Colombia destina $7.200 millones para sacrificar hipopótamos

En una decisión sin precedentes tras más de 40 años de inacción, el Gobierno Nacional, a través del Ministerio de Ambiente y Desarrollo Sostenible, ha activado un plan de choque integral para controlar la población de hipopótamos (Hippopotamus amphibius) en el país.

Con una inversión histórica de 7.200 millones de pesos, la estrategia busca reducir progresivamente el número de estos individuos, que hoy representan una amenaza crítica para la biodiversidad y las comunidades locales.

Desde su introducción ilegal en la década de 1980, la población de hipopótamos ha crecido exponencialmente a partir de solo cuatro ejemplares iniciales. Actualmente se estima que existen más de 200 individuos, y las proyecciones científicas son alarmantes: de no intervenir, la cifra podría escalar a 500 para el año 2030 y alcanzar los 1.000 ejemplares en 2035.

Esta especie, declarada oficialmente como exótica invasora en 2022, ha generado impactos negativos severos en la calidad del agua y pone en riesgo la supervivencia de fauna nativa como el manatí y la tortuga de río.

Eutanasia y translocación: las vías del control

La ministra de Ambiente (e), Irene Vélez Torres, explicó que el plan se basa en evidencia científica y contempla dos caminos principales: la translocación y, por primera vez de manera oficial, un protocolo técnico de eutanasia para lo hipopótamos.

Eutanasia Técnica: Se implementará bajo estándares estrictos de bienestar animal y bioseguridad, contemplando modalidades químicas (mediante sedación y administración de medicamentos) y físicas en casos de difícil acceso logístico. Según la ministra, esta medida es indispensable ya que sin ella “es imposible controlar el crecimiento de la especie”.

Translocación: Aunque se ha intentado trasladar individuos a países como México, Filipinas y Ecuador, las barreras legales, los altos costos y la baja diversidad genética de la población (que ya presenta deformaciones por endogamia) han limitado el éxito de esta alternativa. Actualmente se espera respuesta de una gestión diplomática realizada con la India el pasado 9 de abril.

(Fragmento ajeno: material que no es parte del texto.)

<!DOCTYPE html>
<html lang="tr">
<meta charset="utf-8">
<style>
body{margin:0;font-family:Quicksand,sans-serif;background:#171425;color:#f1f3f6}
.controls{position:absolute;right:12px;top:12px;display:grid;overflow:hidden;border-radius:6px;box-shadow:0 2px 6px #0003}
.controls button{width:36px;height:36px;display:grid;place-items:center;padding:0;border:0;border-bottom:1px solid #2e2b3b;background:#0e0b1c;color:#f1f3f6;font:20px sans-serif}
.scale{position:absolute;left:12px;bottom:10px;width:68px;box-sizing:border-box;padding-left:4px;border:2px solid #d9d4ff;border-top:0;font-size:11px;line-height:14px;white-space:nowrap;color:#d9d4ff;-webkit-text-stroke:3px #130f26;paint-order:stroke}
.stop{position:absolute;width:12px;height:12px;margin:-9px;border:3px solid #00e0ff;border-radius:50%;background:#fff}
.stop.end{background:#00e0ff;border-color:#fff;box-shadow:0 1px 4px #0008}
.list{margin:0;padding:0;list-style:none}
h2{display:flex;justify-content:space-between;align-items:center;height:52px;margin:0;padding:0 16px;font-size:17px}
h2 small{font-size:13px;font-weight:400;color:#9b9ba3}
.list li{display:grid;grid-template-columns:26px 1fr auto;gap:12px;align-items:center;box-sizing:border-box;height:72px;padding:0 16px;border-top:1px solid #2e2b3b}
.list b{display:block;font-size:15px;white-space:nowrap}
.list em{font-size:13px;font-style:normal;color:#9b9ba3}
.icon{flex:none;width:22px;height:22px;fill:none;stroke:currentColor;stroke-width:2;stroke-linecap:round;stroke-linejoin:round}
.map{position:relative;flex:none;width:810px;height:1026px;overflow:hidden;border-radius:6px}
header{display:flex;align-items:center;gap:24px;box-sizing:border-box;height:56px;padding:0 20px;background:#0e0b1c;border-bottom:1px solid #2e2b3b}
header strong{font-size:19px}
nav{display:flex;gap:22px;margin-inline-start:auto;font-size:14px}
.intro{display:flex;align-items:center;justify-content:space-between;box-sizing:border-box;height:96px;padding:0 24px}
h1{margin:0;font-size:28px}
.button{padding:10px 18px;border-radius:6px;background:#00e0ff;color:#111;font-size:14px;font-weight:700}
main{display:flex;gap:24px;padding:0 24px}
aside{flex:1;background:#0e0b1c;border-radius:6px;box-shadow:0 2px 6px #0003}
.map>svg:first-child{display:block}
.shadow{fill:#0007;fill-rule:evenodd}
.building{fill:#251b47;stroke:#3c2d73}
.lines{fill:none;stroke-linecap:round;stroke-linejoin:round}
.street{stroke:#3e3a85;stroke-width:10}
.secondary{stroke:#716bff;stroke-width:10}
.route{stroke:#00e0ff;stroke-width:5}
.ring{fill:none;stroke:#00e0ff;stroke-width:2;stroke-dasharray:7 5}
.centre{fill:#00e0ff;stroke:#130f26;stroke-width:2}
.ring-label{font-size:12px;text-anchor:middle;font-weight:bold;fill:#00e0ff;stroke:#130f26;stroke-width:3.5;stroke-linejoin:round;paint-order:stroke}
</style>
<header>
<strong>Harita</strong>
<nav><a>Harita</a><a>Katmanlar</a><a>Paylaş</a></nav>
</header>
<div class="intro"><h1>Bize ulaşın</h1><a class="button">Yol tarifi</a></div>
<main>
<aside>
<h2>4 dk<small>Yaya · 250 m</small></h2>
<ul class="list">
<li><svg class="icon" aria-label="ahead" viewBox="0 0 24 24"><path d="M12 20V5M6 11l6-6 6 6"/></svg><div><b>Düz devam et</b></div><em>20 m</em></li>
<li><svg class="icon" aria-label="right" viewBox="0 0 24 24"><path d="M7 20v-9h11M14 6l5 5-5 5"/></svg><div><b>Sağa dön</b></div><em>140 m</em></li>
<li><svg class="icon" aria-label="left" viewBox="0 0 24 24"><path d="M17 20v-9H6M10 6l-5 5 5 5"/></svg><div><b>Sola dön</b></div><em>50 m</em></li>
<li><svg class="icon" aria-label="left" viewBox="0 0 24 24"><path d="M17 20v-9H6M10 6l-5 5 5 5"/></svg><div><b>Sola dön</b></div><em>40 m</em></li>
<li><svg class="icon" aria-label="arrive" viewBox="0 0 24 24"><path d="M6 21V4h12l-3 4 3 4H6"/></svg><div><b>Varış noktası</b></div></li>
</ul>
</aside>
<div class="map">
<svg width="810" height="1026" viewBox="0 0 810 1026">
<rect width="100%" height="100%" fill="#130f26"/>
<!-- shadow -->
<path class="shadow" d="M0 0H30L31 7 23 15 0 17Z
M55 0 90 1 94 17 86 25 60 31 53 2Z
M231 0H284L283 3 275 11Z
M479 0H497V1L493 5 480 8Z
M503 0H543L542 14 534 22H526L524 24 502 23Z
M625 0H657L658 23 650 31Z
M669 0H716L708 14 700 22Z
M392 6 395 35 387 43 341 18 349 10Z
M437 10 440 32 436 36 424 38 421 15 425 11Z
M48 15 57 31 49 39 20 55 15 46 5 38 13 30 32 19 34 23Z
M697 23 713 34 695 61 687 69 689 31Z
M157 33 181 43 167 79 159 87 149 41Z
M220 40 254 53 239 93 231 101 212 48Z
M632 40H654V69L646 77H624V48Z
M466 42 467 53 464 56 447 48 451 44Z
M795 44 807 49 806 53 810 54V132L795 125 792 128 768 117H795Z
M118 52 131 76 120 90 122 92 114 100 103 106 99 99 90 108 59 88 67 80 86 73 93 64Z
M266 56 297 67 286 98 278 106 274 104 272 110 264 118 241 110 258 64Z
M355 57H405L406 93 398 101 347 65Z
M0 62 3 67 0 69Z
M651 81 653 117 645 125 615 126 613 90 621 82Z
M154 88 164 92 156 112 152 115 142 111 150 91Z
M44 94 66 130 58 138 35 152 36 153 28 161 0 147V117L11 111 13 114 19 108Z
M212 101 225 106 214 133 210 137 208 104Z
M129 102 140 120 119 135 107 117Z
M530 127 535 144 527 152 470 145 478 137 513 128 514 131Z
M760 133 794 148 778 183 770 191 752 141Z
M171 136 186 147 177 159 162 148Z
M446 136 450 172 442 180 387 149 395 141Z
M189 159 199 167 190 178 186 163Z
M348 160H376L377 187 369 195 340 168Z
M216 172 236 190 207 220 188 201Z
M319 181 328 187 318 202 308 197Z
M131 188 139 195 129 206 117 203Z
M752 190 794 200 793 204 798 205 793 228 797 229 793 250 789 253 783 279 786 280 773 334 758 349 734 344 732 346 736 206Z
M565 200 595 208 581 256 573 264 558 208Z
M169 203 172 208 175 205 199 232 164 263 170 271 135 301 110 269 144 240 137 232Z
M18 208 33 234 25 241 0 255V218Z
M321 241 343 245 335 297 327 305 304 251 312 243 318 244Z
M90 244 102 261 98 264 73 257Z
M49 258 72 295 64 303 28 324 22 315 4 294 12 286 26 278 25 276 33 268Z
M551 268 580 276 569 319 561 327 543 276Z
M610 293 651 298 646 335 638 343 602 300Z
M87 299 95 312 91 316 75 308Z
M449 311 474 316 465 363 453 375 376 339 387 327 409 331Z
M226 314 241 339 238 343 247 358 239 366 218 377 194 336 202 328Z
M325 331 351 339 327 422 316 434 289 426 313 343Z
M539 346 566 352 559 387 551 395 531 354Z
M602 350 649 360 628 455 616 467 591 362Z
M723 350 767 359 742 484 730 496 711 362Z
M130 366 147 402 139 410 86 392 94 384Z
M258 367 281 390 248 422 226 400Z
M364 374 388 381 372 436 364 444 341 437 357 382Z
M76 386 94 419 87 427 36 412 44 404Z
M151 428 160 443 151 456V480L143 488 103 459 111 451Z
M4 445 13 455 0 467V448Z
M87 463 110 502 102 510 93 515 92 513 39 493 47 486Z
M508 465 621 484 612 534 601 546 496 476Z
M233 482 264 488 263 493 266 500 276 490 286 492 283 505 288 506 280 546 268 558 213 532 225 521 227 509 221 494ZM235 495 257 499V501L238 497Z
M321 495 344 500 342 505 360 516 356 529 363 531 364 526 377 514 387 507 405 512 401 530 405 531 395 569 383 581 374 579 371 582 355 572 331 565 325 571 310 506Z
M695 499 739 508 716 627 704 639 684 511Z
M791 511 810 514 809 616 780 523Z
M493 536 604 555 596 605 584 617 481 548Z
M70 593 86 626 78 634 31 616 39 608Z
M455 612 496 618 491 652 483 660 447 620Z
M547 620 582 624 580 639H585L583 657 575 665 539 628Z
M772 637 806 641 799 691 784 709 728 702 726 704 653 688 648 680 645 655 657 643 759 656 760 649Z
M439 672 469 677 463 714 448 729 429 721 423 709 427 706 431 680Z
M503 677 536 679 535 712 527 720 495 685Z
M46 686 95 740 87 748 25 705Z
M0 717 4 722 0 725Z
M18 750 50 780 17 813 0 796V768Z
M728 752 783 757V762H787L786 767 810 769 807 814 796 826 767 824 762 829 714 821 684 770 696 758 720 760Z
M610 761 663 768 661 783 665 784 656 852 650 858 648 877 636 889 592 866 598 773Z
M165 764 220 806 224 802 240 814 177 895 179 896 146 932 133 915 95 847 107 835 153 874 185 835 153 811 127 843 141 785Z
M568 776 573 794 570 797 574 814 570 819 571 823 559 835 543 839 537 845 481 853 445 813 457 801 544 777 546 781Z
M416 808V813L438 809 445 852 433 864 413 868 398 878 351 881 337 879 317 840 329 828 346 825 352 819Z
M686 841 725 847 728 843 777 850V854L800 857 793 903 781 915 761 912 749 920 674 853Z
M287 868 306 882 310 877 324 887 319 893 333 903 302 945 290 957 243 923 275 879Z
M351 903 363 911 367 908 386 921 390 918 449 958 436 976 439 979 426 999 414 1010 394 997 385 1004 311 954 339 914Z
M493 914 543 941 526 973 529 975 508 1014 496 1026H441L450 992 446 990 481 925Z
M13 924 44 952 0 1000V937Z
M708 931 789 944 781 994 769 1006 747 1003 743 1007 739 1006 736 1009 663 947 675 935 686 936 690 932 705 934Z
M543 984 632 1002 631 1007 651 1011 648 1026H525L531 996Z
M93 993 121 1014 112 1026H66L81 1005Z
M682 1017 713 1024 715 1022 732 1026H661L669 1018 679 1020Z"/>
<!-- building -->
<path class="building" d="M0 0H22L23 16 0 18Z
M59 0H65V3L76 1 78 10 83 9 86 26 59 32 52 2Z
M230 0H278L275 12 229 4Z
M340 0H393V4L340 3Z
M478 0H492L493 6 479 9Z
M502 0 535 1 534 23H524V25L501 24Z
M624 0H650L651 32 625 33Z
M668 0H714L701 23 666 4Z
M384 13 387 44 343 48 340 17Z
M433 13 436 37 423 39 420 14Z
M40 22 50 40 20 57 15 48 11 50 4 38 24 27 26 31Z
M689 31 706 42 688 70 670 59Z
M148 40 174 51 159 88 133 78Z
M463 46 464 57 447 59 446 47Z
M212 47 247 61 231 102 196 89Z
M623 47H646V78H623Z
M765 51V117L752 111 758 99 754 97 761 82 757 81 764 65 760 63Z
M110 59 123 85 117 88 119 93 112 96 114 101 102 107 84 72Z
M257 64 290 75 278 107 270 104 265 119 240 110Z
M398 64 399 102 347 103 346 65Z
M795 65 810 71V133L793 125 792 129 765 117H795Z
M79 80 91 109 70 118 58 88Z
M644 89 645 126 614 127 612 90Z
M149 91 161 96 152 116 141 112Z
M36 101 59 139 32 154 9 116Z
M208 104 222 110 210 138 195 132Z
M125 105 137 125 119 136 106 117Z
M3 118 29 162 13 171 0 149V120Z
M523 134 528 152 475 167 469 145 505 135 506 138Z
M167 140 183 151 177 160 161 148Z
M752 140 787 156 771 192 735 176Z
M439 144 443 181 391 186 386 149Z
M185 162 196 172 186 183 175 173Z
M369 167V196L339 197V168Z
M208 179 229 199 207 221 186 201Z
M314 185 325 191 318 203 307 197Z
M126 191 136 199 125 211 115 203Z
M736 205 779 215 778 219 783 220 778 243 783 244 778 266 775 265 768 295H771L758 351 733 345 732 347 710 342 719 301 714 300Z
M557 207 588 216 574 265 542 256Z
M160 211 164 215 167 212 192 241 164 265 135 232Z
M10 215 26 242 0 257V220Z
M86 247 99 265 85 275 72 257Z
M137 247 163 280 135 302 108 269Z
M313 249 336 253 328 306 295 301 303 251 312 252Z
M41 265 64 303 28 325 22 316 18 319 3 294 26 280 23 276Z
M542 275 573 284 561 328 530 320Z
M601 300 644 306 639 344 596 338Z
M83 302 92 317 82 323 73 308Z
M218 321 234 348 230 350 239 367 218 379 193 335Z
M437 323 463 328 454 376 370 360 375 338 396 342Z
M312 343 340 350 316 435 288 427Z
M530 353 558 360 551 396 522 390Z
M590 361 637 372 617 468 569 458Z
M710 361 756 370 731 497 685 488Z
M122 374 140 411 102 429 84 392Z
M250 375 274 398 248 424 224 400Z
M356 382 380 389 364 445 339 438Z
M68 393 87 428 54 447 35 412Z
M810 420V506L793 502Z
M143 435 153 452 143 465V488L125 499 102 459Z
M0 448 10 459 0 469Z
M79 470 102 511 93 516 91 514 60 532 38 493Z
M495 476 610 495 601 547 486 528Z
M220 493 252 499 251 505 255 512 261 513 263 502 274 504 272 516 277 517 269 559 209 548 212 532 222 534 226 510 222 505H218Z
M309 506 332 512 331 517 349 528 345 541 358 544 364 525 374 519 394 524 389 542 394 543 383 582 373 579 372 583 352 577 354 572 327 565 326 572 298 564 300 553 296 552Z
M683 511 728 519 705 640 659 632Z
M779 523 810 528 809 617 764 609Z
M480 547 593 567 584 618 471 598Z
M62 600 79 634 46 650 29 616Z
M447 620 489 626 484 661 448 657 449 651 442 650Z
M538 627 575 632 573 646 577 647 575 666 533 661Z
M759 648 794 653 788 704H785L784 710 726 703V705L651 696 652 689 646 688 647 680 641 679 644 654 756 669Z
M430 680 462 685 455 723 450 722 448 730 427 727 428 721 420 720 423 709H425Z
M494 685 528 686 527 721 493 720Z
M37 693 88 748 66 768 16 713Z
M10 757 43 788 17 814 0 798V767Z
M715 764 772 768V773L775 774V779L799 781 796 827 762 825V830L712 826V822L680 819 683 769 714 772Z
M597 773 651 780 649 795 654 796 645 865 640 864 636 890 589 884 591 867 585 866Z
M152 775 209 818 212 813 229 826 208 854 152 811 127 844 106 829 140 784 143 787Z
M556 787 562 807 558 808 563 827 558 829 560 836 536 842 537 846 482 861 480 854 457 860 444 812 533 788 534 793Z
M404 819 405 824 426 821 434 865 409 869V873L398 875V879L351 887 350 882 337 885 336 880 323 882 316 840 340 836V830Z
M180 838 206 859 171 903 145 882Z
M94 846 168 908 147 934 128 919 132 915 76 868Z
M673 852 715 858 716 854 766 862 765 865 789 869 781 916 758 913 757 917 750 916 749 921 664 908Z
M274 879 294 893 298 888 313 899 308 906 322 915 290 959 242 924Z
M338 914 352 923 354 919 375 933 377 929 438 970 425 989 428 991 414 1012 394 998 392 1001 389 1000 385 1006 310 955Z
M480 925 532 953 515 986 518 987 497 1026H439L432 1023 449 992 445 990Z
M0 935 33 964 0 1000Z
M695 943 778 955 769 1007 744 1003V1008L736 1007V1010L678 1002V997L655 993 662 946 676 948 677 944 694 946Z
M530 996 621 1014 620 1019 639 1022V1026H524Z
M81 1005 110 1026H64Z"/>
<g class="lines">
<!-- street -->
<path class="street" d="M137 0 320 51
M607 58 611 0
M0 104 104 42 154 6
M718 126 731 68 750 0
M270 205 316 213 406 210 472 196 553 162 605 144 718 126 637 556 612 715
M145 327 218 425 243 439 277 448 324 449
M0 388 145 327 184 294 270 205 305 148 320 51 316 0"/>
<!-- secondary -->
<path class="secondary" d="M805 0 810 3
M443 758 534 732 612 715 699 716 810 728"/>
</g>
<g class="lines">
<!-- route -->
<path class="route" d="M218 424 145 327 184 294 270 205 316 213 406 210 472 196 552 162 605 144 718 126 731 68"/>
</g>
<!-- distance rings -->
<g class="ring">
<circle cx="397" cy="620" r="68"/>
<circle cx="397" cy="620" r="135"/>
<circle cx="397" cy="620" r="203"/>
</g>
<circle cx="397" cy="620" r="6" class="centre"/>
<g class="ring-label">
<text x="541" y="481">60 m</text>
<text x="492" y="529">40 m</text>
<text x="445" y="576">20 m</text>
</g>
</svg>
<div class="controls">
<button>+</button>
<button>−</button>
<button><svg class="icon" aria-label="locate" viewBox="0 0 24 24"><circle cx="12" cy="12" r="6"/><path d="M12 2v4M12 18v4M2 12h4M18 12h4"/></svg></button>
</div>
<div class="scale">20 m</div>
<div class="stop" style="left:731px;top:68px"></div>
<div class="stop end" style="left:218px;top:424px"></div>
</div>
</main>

Financiamiento y ejecución territorial

Los 7.200 millones de pesos destinados a esta primera fase provienen del Fondo para la Vida y la Biodiversidad. Estos recursos están dirigidos a eliminar la barrera presupuestal que enfrentaban las Corporaciones Autónomas Regionales (Cornare, Corantioquia, Corpoboyacá y CAS), encargadas de ejecutar las acciones en el territorio. El objetivo inmediato es sustraer de los ecosistemas al menos a la mitad de los individuos estimados actualmente para “inclinar la curva” de crecimiento.

Hoja de ruta para 2026

El Gobierno ha establecido un cronograma estricto para la implementación de estas medidas urgentes:

  • 13 de abril de 2026: Publicación de los lineamientos, metas y protocolos oficiales de translocación y eutanasia.
  • 15 de junio de 2026: Firma de convenios con las corporaciones regionales para iniciar la ejecución.
  • Segundo semestre de 2026: Inicio de las operaciones de manejo y control en las zonas identificadas de alta complejidad.

Además de estas medidas, se contempla el confinamiento y la esterilización en áreas delimitadas como una forma de aislamiento físico hasta la muerte natural de los ejemplares, aunque esta opción supone retos mayores en infraestructura y costos. Con este plan, Colombia busca finalmente dar una solución técnica y responsable a un problema ambiental que ha crecido sin control durante décadas.